Dataset entries
-----

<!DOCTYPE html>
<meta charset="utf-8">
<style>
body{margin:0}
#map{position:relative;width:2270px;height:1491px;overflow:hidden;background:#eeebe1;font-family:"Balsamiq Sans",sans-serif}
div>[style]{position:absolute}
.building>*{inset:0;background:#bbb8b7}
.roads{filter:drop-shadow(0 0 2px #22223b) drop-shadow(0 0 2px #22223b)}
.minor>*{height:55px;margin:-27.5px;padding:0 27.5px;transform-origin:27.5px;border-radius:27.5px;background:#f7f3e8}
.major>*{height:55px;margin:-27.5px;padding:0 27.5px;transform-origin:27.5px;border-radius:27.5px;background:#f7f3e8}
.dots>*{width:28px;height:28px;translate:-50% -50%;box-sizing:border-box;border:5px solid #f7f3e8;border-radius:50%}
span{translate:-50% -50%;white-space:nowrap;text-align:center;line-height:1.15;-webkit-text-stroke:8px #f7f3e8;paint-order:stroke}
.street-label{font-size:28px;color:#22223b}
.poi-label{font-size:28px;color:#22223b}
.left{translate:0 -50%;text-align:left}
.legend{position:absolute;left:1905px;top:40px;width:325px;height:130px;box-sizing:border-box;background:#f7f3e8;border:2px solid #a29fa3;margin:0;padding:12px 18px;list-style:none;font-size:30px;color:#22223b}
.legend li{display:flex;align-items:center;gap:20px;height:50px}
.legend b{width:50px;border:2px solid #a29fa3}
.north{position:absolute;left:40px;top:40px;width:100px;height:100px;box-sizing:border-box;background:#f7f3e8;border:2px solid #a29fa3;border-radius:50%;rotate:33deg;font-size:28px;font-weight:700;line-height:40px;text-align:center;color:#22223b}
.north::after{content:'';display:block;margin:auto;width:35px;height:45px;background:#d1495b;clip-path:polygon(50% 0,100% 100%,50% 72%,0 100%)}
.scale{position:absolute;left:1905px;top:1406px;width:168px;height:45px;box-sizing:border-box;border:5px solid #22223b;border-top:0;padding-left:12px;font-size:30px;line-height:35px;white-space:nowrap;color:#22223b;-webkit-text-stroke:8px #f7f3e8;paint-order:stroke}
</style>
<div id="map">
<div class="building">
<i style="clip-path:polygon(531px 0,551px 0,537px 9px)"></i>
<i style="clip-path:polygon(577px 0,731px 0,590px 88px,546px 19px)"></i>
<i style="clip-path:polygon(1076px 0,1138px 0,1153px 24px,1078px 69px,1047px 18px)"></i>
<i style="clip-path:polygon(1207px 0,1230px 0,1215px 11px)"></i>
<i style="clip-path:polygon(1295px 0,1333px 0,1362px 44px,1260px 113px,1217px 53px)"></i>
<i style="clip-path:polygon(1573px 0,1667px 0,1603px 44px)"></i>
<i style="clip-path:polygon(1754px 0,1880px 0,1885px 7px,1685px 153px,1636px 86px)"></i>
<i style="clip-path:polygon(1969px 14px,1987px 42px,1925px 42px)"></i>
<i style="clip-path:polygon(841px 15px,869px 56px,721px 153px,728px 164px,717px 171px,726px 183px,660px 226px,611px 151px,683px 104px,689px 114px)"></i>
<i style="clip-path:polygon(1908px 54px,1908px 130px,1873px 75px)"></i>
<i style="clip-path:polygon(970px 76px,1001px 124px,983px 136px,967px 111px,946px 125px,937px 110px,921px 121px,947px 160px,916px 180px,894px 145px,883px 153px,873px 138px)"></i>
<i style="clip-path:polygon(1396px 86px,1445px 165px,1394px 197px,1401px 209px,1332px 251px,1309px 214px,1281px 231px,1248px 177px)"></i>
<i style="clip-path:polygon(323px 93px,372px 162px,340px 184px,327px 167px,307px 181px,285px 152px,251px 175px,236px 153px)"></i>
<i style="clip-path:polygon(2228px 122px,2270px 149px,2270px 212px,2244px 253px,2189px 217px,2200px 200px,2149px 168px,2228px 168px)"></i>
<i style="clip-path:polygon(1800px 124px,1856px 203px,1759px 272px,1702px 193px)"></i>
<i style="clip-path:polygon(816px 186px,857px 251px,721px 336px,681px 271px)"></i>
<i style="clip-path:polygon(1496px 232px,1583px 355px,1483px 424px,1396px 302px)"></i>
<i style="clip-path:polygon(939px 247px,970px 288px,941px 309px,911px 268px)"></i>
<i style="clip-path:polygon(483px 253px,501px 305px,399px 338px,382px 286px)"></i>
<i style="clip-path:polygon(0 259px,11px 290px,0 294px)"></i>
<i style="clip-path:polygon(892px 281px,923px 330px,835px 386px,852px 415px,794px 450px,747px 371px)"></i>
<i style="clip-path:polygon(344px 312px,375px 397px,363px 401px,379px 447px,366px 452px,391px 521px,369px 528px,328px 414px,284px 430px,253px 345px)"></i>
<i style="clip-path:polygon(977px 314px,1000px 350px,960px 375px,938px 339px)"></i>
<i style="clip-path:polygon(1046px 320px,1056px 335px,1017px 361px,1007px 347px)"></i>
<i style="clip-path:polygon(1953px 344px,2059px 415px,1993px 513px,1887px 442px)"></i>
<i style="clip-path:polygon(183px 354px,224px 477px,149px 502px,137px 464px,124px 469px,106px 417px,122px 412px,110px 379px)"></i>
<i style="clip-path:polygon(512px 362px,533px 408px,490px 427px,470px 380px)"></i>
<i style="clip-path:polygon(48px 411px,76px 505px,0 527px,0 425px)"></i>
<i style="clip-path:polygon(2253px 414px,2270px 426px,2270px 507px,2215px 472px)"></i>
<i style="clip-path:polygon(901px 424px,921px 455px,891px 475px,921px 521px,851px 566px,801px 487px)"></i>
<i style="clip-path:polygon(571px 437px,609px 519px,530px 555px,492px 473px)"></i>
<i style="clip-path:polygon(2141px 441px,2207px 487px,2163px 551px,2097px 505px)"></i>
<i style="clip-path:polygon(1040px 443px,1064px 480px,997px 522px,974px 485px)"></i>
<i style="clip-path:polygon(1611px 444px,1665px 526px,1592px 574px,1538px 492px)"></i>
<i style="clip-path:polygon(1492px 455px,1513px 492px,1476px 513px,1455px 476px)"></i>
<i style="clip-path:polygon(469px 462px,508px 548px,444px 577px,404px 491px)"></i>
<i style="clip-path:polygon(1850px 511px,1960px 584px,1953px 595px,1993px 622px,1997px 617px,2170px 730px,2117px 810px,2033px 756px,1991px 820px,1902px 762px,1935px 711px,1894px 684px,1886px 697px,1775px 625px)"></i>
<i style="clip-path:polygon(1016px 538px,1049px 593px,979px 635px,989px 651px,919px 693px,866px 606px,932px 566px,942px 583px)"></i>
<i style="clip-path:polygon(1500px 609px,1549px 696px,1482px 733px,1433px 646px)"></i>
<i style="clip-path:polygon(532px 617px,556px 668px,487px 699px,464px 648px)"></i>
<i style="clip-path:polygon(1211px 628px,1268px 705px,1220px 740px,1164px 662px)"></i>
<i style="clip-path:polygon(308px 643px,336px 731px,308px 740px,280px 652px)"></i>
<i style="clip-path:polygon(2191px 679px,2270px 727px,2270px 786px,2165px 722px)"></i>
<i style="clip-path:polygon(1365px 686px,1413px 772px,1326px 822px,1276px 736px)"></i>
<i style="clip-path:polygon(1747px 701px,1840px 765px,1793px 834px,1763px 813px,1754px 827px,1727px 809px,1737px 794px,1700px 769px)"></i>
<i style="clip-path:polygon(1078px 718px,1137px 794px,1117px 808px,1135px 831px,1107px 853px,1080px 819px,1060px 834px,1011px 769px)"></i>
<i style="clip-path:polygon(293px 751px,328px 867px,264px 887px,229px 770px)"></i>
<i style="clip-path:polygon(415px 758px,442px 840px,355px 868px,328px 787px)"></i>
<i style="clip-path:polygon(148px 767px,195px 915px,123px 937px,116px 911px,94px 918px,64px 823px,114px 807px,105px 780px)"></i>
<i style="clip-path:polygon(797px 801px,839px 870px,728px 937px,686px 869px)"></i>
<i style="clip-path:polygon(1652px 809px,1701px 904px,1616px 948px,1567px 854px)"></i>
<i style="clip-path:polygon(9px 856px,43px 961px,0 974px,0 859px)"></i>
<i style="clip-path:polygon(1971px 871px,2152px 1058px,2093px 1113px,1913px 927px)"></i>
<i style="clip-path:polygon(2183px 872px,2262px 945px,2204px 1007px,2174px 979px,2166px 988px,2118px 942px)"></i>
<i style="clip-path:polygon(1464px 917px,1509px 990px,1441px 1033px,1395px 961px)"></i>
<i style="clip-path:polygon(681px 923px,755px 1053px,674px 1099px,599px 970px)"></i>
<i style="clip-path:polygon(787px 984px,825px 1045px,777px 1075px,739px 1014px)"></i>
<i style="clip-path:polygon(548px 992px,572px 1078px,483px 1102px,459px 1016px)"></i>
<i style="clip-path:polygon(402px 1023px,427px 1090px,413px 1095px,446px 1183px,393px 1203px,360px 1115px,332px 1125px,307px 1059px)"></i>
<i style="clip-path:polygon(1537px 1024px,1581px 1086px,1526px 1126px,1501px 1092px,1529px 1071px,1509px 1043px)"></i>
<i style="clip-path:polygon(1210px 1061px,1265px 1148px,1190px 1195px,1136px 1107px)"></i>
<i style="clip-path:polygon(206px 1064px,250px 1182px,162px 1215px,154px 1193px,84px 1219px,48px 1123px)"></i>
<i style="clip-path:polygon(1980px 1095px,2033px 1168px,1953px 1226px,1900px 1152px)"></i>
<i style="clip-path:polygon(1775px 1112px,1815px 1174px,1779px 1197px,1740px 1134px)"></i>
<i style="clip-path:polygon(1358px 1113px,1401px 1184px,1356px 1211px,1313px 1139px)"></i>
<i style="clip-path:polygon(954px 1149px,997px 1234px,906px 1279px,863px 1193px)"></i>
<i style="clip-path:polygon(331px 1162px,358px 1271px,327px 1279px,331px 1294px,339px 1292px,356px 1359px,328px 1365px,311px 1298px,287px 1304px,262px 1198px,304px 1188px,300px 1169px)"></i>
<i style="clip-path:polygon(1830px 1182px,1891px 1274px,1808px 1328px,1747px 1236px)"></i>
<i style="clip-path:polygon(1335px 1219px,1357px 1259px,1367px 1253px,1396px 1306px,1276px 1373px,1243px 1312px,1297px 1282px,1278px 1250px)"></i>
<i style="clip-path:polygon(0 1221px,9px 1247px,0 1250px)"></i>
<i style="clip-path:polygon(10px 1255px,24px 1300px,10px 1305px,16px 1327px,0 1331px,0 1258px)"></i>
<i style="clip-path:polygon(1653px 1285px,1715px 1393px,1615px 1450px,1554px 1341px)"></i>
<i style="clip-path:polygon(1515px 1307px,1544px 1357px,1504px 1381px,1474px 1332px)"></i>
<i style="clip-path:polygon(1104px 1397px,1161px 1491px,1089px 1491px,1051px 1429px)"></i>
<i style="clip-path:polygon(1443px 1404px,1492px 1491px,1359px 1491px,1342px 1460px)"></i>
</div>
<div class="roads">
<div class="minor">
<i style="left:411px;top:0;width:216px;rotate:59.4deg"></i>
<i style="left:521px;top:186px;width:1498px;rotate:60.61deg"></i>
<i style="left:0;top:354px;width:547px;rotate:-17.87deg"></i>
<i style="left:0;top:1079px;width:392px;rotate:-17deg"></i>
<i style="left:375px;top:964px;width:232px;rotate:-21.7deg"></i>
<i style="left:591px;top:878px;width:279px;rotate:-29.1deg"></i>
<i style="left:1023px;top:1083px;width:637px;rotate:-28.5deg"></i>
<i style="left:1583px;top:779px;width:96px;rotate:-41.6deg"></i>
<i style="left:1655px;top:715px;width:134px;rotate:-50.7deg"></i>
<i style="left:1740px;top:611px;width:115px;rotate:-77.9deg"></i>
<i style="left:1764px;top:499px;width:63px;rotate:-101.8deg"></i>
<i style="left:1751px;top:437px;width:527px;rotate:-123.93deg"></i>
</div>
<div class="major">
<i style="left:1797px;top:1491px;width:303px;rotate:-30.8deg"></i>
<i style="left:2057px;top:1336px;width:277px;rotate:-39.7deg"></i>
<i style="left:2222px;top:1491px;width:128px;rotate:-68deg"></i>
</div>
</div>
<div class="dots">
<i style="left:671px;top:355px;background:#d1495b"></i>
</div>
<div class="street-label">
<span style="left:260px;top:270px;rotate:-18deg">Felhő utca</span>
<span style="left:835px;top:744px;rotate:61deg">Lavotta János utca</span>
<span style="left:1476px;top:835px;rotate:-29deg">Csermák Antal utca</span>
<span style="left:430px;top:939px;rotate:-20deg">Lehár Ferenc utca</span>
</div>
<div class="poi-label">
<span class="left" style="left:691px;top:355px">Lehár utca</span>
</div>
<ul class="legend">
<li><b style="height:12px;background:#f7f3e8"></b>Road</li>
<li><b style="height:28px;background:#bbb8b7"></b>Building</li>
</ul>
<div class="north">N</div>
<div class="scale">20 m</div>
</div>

-----

WHAT IS NEEDED: Your answer must be the data above, copied exactly from its first line through the line containing "2px #22223b) drop-shadow(0", and nothing more.

THE ANSWER:
<!DOCTYPE html>
<meta charset="utf-8">
<style>
body{margin:0}
#map{position:relative;width:2270px;height:1491px;overflow:hidden;background:#eeebe1;font-family:"Balsamiq Sans",sans-serif}
div>[style]{position:absolute}
.building>*{inset:0;background:#bbb8b7}
.roads{filter:drop-shadow(0 0 2px #22223b) drop-shadow(0 0 2px #22223b)}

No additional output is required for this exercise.